Chris Raines: Having a more sophisticated look. Another thing is, your goal's on your site. If the core updates happens and it lasts for a month, you're getting less traffic, but the same amount of leads and sales, did it really hurt you? Another one might be bot traffic or something like that. Maybe Google's getting smarter at cleaning out bots and weird segments of traffic that are just spammy. Maybe that's the only thing that went away. Maybe you got to do a better job of filtering that out on Google analytics or something.
Chris Raines: Just overall, freak out a little bit, but then look... Allow yourself to freak out a little bit and then look at the data and say, "Okay, what have we really lost here? How are we performing in terms of the KPIs of the website?" And you might find that it's not as bad as you think it is.
Michael Utley: Yeah, that's a good point. We've definitely seen that before where we might be running a little bit hot. It's not uncommon for us with search engine optimization, as part of what we do, to sort of dominate for a category nationally, even when we're focused on, say, the Boston area for a set of healthcare practices that cover maybe three states. It's not uncommon for us to see one of our sites run hot. For Google to cut out a lot of out-of-area traffic and rankings for us, not really a real problem, but it sure feels bad to explain that chart.
Chris Raines: Now, if you went and opened up a practice there, I bet what would happen is you would start to accumulate more traffic there, because you'd have a Google My Business profile, you'd start to have those keywords. So it's all, like you said, it's [inaudible 00:12:43].
Michael Utley: Good. All right, so I'll take our last segment for How to Avoid Disaster with the Google Core Update. We talk about this a lot, but being mobile-ready. I want to hit on a couple of different factors here then we've covered a lot of other places. The core updates are heavily focused on thinking about how people are using the internet. It's easy for us to focus on things like the shape of the blocks on the page, and the position and the order of the blocks on the page to a smaller screen, but it's easy for us to overlook what is the mode someone's in when they're trying to accommodate a bit of content they're scrolling before past, to get to what they're trying to do.
Michael Utley: The set of functions someone's trying to use a website for when they're on the phone, are totally different. And the set of things that are part of how they think about using a product or a service from a company, are totally different. Things like reputation management become much more important when you're thinking, "Mobile First" with your internet strategy. Being mobile-ready on your website and with your offsite factors, is a really major component of the success of going through Google Core Updates.
Michael Utley: Here's some basic things with core updates to keep in mind around mobile that are going to be evergreen and are going to always get through any kind of problem. Making sure that the most important stuff is at the top of the page, and that people don't have to scroll to get it. Making sure that any phone number or form of contact is high on the page. Making sure that your reputation in places like Google My Business is actively monitored and managed. And that if you have any negative reviews or any positives, that you're responding to them quickly in an authentic and real way. Claiming offsite listings to make sure that the links from those other websites pointing to your website show that you're active in your service area.

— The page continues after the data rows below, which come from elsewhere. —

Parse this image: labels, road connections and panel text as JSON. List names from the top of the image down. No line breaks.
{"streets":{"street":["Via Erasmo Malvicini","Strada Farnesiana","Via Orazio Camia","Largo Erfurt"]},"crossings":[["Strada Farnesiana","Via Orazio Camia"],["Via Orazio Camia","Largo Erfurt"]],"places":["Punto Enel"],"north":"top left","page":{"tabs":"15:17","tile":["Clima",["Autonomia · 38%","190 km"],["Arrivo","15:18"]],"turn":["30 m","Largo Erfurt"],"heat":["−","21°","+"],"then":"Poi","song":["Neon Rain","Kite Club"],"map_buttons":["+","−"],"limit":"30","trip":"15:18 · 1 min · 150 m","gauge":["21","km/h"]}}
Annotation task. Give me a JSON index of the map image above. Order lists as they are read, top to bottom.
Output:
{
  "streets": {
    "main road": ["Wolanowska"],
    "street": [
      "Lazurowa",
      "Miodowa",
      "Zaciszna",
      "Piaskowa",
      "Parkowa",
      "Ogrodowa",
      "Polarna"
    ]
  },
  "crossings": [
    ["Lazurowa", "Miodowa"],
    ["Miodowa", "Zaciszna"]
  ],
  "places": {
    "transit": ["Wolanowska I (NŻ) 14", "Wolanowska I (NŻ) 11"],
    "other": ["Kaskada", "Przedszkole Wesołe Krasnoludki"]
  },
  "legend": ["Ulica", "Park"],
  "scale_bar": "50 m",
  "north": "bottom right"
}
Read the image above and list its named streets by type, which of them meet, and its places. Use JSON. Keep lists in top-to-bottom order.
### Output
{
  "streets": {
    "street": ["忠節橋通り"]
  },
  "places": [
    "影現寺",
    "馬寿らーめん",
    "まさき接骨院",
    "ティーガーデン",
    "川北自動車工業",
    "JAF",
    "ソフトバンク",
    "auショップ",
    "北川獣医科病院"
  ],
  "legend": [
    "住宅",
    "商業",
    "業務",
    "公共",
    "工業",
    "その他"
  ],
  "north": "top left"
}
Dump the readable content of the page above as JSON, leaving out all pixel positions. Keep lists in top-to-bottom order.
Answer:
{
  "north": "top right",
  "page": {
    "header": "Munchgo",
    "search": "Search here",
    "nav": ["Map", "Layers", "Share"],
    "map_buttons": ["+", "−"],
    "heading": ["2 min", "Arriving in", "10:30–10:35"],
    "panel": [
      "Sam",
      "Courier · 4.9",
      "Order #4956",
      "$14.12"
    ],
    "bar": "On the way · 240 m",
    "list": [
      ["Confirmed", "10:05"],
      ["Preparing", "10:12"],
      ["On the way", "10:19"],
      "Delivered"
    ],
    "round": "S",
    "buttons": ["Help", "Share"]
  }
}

Michael Utley: Google knows that there's a high correlation between someone using their phone to find a service provider, and the fact that that service could be a local or a national service. Understanding how localization terms are used on both your desktop and your mobile version is really important. We really like to have something in the header, that's text, that search engines can see, that define the service area, not just the office location, but the service area. And then we like to have service areas listed in the footer. Those are really good tactics for thinking about when Google is trying to serve up that phone-based internet, that they're saying, "Somebody's looking for a local provider of whatever that you've localized well."
Michael Utley: The core updates that we've seen, especially the one in December, we saw winners and losers based on how well we had localized websites, and so localization is a major factor for the phone users of the internet.
Michael Utley: This has been How to Avoid Disaster with the Google Core Update. Drop your comments and ideas in the comments area below and hit subscribe. Thanks for being here, we'll see on the next one. Thanks, Chris.
Chris Raines: Thank you, yeah.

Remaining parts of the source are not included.